▶ WHAT IS REQUIRED
Search the entries for the word "Cabinet". Copy every line that holds it.
%%
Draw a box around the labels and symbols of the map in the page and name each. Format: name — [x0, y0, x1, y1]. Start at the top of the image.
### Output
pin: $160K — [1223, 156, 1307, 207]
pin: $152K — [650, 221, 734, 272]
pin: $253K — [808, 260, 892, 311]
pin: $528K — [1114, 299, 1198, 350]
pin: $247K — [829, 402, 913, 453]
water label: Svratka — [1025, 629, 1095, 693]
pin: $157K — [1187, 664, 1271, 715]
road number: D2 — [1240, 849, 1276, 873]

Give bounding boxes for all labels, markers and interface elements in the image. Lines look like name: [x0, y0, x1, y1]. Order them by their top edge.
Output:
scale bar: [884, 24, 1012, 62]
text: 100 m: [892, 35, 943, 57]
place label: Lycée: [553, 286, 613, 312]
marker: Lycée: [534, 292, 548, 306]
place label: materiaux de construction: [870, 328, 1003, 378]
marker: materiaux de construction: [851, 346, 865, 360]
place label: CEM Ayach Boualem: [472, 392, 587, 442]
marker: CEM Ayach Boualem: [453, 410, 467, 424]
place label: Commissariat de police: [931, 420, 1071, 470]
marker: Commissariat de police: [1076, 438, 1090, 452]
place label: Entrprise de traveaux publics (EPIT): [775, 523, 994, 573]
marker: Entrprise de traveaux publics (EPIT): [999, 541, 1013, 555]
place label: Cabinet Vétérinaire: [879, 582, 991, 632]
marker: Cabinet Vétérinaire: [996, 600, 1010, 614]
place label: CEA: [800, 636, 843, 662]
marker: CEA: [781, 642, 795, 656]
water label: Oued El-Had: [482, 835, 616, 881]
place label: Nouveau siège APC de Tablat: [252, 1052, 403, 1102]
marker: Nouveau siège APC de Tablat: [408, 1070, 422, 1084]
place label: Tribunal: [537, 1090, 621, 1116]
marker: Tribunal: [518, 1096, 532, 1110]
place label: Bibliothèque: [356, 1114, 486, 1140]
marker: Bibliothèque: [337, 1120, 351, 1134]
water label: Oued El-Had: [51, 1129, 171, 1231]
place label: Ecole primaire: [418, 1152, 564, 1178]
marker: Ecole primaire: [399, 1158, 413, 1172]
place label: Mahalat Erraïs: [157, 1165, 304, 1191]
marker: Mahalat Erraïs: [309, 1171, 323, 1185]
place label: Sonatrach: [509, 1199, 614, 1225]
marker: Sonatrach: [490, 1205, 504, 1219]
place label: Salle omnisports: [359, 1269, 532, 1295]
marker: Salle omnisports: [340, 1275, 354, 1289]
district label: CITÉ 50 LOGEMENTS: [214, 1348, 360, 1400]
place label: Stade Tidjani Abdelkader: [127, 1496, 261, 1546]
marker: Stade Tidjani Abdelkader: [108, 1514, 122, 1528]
%%
▶ SOLUTION FOR THIS TASK
place label: Cabinet Vétérinaire: [879, 582, 991, 632]
marker: Cabinet Vétérinaire: [996, 600, 1010, 614]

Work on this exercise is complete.